Auto Lenders Digging Deeper Into Scores On Leases

CINCINNATI—Auto lenders are reaching down into deeper credit scores for leases, reports one analyst.

As leasing continues its strong rise, expected to claim 30% of all auto loans in 2015, Swapalease.com is seeing more leasing activity among subprime borrowers.

“Swapalease.com is seeing more customers with credit scores in the 600s going through the lease application process,” said Swapalease.com Executive Vice President, Scot Hall.

Also, recent comments from Kelley Blue Book and Autotrader analysts indicate competition might be encouraging lenders to explore this profile further, Hall said.

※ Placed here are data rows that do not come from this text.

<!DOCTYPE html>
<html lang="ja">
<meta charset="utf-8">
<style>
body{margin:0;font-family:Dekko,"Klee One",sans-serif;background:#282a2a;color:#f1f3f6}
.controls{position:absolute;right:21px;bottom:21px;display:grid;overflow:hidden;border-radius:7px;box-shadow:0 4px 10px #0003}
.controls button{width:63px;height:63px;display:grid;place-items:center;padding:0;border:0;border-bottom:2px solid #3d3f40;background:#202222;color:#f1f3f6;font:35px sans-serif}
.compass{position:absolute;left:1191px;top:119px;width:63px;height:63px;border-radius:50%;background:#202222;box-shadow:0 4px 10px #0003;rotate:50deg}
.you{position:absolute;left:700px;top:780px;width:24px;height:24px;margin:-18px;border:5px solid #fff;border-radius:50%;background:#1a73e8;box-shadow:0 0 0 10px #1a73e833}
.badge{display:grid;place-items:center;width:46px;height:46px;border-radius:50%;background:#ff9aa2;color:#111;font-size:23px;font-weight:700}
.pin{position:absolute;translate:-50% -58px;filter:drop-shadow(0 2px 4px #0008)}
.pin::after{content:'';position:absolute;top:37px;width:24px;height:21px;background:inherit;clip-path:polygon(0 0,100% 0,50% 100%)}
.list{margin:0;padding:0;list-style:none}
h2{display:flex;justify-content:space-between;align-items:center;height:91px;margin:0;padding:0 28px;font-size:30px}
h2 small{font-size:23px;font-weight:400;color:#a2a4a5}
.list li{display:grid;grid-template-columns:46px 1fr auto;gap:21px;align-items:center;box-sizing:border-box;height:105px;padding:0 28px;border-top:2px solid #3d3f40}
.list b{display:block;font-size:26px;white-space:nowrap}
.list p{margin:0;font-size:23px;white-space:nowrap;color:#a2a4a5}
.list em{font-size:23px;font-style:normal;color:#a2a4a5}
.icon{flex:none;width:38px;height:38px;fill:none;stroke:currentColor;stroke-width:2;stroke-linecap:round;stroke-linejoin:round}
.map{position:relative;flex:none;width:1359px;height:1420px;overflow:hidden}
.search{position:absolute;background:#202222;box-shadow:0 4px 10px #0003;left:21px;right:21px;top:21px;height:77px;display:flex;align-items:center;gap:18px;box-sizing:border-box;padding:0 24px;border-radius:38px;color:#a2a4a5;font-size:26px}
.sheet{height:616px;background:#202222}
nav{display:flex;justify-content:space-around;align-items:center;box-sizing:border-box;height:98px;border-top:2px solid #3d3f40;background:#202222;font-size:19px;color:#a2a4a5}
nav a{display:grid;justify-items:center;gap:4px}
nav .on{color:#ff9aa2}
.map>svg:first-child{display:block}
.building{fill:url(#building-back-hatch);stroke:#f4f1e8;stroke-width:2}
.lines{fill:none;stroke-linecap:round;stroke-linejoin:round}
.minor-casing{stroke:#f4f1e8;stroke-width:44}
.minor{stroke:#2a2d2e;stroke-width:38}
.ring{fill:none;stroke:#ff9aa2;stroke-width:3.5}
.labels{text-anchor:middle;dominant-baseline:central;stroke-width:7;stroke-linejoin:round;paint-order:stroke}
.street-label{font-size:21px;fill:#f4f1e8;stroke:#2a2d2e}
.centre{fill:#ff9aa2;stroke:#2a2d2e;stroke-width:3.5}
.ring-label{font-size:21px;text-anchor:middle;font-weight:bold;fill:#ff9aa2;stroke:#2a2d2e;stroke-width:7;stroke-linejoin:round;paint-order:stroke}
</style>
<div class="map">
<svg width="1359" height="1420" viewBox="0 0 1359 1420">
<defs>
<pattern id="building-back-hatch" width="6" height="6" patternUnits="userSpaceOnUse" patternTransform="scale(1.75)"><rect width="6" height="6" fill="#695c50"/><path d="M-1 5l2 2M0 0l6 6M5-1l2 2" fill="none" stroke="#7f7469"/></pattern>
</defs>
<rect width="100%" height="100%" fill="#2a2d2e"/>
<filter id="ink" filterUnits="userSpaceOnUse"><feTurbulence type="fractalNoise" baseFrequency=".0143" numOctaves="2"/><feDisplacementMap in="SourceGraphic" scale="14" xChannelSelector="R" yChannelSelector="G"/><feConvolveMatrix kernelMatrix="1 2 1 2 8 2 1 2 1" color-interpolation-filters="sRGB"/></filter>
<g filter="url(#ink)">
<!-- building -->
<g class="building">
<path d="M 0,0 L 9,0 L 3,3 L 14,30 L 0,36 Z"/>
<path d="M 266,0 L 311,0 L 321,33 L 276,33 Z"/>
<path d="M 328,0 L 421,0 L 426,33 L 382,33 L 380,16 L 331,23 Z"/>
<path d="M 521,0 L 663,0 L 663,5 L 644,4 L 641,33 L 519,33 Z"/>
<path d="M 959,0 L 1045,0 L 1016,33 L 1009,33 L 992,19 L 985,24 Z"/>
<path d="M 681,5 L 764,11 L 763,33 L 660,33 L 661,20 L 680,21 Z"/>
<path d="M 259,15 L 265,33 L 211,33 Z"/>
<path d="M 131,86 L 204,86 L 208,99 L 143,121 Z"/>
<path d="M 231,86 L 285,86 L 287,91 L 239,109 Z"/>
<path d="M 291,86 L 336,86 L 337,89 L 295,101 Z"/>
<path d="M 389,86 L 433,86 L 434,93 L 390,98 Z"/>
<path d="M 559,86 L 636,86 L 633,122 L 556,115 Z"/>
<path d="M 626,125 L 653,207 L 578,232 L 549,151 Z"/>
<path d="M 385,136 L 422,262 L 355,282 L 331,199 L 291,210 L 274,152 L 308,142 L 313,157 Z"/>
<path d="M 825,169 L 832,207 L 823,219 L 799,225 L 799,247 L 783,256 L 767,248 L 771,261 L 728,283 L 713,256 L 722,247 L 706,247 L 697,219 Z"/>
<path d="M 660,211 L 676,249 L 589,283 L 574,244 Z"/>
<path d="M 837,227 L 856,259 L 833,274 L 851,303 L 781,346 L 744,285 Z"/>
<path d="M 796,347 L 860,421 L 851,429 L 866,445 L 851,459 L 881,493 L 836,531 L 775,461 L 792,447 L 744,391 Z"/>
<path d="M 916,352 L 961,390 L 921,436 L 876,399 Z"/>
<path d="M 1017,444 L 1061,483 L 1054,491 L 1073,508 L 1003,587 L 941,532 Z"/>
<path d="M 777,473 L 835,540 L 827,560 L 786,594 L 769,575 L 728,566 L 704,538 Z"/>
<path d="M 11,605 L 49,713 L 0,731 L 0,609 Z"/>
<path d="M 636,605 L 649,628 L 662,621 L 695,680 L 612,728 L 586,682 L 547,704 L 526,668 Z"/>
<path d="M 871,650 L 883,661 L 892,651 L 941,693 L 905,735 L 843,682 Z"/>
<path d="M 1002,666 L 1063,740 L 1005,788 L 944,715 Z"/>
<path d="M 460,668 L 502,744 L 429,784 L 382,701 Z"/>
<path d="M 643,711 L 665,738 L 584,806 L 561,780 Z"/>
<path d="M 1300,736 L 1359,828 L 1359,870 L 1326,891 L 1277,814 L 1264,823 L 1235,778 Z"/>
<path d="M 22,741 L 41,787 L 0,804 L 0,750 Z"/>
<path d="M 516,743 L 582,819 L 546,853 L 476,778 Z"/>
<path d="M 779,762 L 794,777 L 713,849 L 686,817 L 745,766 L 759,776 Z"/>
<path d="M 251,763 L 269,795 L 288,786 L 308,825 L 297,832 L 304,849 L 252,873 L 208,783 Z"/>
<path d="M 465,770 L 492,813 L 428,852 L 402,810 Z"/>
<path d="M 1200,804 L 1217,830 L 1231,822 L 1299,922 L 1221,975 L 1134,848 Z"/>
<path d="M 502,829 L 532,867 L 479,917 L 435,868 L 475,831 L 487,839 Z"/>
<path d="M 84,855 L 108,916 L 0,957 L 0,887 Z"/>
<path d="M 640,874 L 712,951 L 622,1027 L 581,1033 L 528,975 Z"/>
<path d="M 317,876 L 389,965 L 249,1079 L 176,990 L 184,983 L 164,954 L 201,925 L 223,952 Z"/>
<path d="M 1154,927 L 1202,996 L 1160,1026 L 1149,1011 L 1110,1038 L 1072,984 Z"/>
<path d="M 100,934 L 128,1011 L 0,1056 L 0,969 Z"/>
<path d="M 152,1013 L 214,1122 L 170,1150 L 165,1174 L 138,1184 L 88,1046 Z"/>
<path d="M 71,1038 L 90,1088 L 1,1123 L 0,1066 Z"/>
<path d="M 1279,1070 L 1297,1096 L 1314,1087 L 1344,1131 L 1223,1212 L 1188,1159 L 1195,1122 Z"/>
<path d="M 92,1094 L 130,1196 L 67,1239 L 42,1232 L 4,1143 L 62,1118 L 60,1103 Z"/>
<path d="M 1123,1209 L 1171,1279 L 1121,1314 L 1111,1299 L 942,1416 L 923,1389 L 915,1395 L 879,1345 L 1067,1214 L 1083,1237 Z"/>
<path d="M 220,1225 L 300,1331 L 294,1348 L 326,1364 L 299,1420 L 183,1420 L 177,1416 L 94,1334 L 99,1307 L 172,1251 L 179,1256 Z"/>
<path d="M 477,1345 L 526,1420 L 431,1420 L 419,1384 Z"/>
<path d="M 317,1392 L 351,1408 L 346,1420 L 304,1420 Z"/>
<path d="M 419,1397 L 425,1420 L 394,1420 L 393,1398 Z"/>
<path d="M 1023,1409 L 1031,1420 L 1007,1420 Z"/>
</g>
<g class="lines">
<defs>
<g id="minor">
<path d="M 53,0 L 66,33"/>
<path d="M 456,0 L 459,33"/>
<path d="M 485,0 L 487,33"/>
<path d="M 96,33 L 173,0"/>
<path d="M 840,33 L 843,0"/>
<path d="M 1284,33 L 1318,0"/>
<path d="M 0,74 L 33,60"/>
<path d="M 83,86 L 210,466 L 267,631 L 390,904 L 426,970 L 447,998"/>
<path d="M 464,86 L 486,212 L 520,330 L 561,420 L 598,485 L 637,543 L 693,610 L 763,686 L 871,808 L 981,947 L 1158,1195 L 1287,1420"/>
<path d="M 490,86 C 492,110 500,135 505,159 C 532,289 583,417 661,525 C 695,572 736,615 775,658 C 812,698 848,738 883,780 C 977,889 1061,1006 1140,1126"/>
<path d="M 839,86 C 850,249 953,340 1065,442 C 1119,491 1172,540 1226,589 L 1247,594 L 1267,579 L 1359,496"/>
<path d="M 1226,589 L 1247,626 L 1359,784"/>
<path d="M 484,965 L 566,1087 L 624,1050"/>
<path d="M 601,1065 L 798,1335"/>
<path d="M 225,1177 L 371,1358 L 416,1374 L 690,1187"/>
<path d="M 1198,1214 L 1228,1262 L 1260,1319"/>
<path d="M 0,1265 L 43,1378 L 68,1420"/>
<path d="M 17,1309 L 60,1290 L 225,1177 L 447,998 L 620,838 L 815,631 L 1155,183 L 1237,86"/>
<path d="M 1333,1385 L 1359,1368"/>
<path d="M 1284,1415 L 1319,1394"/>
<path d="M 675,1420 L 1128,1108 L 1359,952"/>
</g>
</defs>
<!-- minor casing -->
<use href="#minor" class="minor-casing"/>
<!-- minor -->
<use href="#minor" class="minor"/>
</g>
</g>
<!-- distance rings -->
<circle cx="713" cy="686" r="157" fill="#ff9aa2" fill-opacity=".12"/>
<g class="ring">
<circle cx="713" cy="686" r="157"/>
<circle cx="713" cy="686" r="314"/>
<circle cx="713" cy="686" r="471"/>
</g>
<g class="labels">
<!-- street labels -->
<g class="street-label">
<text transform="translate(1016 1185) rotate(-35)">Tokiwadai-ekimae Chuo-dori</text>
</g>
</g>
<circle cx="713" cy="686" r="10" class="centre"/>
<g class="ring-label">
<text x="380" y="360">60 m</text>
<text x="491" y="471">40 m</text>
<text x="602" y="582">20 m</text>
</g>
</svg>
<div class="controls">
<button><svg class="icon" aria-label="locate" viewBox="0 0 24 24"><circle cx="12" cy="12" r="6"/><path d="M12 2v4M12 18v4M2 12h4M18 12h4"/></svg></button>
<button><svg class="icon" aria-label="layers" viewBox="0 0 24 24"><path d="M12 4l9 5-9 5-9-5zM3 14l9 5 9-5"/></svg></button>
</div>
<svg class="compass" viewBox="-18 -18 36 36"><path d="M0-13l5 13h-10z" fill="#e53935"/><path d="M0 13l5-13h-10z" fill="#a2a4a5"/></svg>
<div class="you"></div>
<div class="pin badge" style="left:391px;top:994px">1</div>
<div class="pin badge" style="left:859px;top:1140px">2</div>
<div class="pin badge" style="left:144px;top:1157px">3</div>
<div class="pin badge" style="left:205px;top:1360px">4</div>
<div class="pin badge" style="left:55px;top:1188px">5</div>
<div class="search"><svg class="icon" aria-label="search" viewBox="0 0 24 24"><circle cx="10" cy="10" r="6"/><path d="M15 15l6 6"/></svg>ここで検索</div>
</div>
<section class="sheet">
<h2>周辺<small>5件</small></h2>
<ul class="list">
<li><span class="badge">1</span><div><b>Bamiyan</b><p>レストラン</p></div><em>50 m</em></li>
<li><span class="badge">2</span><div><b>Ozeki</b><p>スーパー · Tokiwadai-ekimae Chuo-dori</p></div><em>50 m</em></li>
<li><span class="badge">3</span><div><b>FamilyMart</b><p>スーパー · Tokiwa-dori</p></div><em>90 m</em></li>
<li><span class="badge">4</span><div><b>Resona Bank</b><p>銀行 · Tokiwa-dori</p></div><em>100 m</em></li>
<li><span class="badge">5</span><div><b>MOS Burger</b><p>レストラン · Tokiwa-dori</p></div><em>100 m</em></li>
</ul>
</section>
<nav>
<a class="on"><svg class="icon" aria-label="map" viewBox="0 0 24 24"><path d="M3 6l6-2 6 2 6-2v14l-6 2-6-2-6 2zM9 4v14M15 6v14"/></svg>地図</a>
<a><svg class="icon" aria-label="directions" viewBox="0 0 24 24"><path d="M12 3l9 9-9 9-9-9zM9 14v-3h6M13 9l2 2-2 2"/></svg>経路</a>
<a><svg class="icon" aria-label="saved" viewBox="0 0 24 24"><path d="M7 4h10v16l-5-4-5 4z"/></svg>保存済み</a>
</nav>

“Swapalease.com believes this is a segment that not only offers lower-than-expected risk, but one that could benefit from more leasing options,” said Hall, who made the following points:

  • The strength of the certified pre-owned market can absorb more lease activity.
  • Subprime leasing might help move more smaller cars, which aren’t selling as much because of low gas prices.
  • Shorter-term payment structures of 36 months means subprime customers would have a smaller window for payment obligations before default risk.
  • Leases having shorter terms relative to other financing options will permit subprime applicants to rebuild their credit more quickly and without the potential problems surrounding refinancing.

“Experian Automotive mentioned in its latest report that leasing credit has loosened, as the average new vehicle lessee had a credit score of 718 in Q1 2015, down from 721 the previous year,” noted Hall.